We reject any timesteps that lead to negative storage https://github.com/Deltares/Ribasim/issues/1406. Or perhaps that is too late for this, which is triggered during nonlinear iterations?
Hmm good point. It shouldn't be too late: if it converges with a negative storage, it should still be rejected.
Both the callback and isoutdomain
should be triggered. So in this case I guess there's really no negative storage involved.
Maybe some term that isn't smooth enough around S = 0?
Does any other water balance term jump?
Yeah perhaps we are stepping completely over a reduction factor here. The inflow is 29 m3/s and the outflow 62 m3/s. The outflow should go down to the inflow due to the reduction factors, but all I see is a brief minor dip in the outflow over the Outlet (50 m3/s), and no reduced flow to the UserDemand (12 m3/s).
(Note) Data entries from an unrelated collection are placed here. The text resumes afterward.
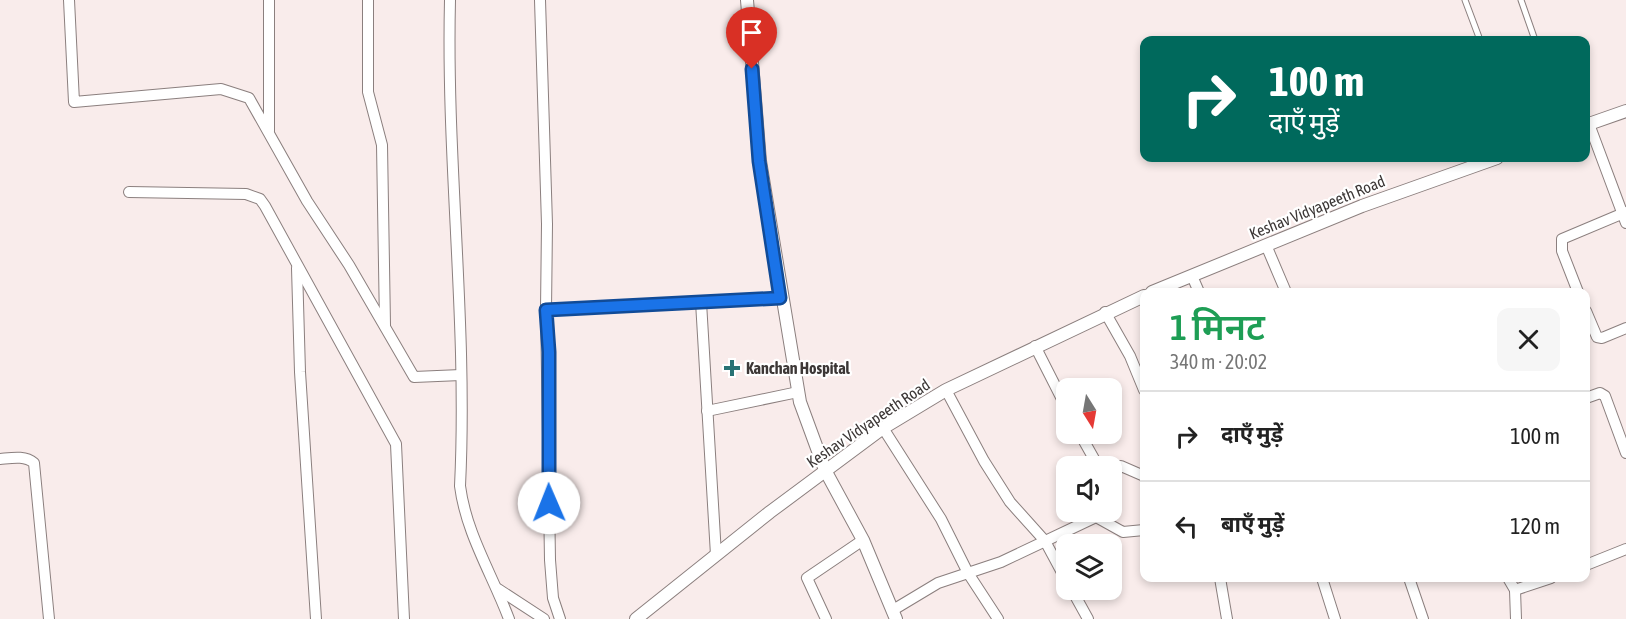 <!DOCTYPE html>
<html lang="hi">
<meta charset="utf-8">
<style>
:root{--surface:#fff;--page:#f6f6f6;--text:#222;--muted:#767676;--line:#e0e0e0}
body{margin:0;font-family:"Asap Condensed","Noto Sans Devanagari",sans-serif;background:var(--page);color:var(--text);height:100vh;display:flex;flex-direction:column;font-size:22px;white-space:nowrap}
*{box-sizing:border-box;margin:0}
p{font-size:20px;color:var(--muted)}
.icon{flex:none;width:33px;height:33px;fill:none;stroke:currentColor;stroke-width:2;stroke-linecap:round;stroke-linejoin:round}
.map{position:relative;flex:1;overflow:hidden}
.sheet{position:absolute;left:1140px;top:288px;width:450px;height:294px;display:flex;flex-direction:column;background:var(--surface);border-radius:12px;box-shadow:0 3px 9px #0003}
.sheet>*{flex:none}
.hud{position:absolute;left:1140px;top:36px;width:450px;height:126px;border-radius:12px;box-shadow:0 3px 9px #0003;background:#00695c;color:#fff;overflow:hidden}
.needle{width:39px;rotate:169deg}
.buttons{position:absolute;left:1056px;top:378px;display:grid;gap:12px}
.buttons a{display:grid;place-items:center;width:66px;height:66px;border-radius:12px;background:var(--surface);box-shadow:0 3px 9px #0003;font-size:30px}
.pin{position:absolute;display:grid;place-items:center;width:51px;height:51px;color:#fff;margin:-62px -26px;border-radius:50% 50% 50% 0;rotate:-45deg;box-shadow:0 0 6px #0007}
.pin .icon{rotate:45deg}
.me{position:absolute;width:66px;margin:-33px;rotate:359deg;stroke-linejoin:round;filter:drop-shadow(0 0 4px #0008)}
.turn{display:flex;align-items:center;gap:21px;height:126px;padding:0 30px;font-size:27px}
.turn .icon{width:78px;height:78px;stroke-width:2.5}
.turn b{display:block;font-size:42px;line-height:51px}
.round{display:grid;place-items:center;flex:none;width:63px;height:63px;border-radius:12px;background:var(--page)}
.summary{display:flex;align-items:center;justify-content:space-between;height:102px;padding:0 30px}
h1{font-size:36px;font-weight:600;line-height:45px;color:#1e9e55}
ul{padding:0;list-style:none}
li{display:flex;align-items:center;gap:18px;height:90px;padding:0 30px;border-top:2px solid var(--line)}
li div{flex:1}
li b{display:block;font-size:22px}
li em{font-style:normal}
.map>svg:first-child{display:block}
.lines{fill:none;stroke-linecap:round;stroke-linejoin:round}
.service-casing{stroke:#8b7f7e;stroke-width:7}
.minor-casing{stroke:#8b7f7e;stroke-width:12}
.tertiary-casing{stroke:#8b7f7e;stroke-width:14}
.service{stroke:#fff;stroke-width:5}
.minor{stroke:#fff;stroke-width:10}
.tertiary{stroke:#fff;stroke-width:12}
.route-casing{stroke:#114b97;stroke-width:15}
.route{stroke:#1a73e8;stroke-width:10}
.poi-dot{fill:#287274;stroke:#fff;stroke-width:2}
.labels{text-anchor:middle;stroke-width:4.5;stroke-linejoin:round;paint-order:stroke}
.street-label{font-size:16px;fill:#3c3736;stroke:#fff}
.poi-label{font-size:16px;font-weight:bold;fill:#3c3736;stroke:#fff;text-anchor:start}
</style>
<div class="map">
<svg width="1626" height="619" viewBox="0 0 1626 619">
<rect width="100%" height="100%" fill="#f9eceb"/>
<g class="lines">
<!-- service casing -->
<g class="service-casing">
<g id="service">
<polyline points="1465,0 1480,40"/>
<polyline points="1521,0 1535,40"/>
</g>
</g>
<!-- minor casing -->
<g class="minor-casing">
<g id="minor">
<polyline points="69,0 74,102 221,89 249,98 307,201 349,265 414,377 461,375"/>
<polyline points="368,0 368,92 382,145 385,325"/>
<path d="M 450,0 C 446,162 468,323 460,486 C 466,533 492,574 509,619"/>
<polyline points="540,0 547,224 546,310 550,560 553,598 560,619"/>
<polyline points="1589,124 1626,223"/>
<polyline points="269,131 269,0"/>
<polyline points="129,192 246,194 260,199 265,206 396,444 404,619"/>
<polyline points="1266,245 1286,292"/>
<polyline points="297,268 300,372 316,619"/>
<polyline points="1192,276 1199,292"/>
<polyline points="1578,292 1562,251 1562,239 1626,212"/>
<polyline points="701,302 716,555"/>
<polyline points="546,310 780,298"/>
<polyline points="1586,311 1597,337 1602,338 1626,328"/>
<polyline points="1105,312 1130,356 1144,390"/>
<polyline points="1035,346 1066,407"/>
<polyline points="946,390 984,461 1010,502 1045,541 1066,580"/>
<polyline points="1586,398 1600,393 1605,396 1626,453"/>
<polyline points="707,411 798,392"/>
<polyline points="883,428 941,519 968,573 998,619"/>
<polyline points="1080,434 1098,466"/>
<path d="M 0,459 C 11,458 25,455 34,463 L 49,619"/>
<polyline points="1112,474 1121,466 1144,476"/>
<polyline points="1096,517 1123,532 1144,530"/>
<polyline points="1586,565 1626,549"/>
<polyline points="1220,578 1227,619"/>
<polyline points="1322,578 1335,619"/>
<polyline points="1409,578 1423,619"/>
<polyline points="1508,578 1515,590 1551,578"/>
<polyline points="498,589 544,619"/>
<polyline points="1072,590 1088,619"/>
<polyline points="1515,590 1516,619"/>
<polyline points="893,610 938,583 1001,562 1096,517 1096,512"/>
<polyline points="826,619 807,578 863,540"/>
</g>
</g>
<!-- tertiary casing -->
<g class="tertiary-casing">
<g id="tertiary">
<polyline points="747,0 760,161 800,402 825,470 863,540 896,619"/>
<polyline points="1586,125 1626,111"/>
<polyline points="1152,292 1362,206 1497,158"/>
<polyline points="636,619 770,512 883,428 946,390 1144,296"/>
</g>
</g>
<!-- service -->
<use href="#service" class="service"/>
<!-- minor -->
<use href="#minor" class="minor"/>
<!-- tertiary -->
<use href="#tertiary" class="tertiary"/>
</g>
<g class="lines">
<!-- route casing -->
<g class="route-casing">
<polyline id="route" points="549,503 549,352 546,310 780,298 759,161 752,69"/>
</g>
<!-- route -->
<use href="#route" class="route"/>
</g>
<!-- markers -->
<path class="poi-dot" d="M729 359h6v6h6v6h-6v6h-6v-6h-6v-6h6z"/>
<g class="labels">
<!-- street labels -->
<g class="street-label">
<text transform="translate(1317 207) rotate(-22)" y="6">Keshav Vidyapeeth Road</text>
<text transform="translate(868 423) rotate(-34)" y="6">Keshav Vidyapeeth Road</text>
</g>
<!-- poi labels -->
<g class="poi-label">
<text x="746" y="374">Kanchan Hospital</text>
</g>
</g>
</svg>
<div class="buttons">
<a><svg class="needle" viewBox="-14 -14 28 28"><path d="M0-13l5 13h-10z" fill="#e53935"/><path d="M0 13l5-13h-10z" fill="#767676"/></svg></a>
<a><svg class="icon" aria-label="sound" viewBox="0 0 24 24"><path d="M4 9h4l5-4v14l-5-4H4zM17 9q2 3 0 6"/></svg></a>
<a><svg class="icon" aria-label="layers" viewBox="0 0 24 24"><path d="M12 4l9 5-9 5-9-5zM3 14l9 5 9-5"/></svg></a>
</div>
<div class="pin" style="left:752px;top:69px;background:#d93025"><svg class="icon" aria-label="arrive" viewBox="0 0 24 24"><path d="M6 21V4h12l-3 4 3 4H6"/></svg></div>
<svg class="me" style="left:549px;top:503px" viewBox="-20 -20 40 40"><circle r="19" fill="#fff"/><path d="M0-13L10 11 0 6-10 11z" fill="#1a73e8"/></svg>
<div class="hud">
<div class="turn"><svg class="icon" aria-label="right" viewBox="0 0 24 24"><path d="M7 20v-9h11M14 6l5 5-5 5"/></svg><div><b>100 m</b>दाएँ मुड़ें</div></div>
</div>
<section class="sheet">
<div class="summary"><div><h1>1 मिनट</h1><p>340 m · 20:02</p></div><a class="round"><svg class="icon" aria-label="close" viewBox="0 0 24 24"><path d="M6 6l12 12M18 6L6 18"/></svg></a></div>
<ul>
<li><svg class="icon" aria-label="right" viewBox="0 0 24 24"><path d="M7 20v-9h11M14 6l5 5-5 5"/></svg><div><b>दाएँ मुड़ें</b></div><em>100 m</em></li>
<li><svg class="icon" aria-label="left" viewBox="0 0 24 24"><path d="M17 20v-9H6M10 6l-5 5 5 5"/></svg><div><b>बाएँ मुड़ें</b></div><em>120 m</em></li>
</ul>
</section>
</div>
The complete water balance at the start of the anomaly:
time | node_id | storage | level | inflow_rate | outflow_rate | storage_rate | balance_error |
---|---|---|---|---|---|---|---|
2023-11-22 | 3 | 5.3E+06 | 6.1E+01 | 2.9E+01 | 6.2E+01 | -3.3E+01 | 8.2E-14 |
2023-11-23 | 3 | 2.4E+06 | 4.1E+01 | 2.9E+01 | 6.2E+01 | -2.7E+01 | -5.9E+00 |
2023-11-24 | 3 | 9.5E+04 | 7.9E+00 | 2.9E+01 | 6.2E+01 | 1.1E+04 | -1.1E+04 |
2023-11-25 | 3 | 9.4E+08 | 8.2E+02 | 2.9E+01 | 6.2E+01 | 3.8E+04 | -3.8E+04 |
2023-11-26 | 3 | 4.2E+09 | 1.7E+03 | 2.9E+01 | 6.2E+01 | 6.5E+04 | -6.5E+04 |
The model looks like this:
And can be downloaded here:
The results with v2024.10.0 look much better. When in > out, the storage is going up from 0, when out > in, the storage goes down to 0. When storage is 0, out will never go above in, so they are the same.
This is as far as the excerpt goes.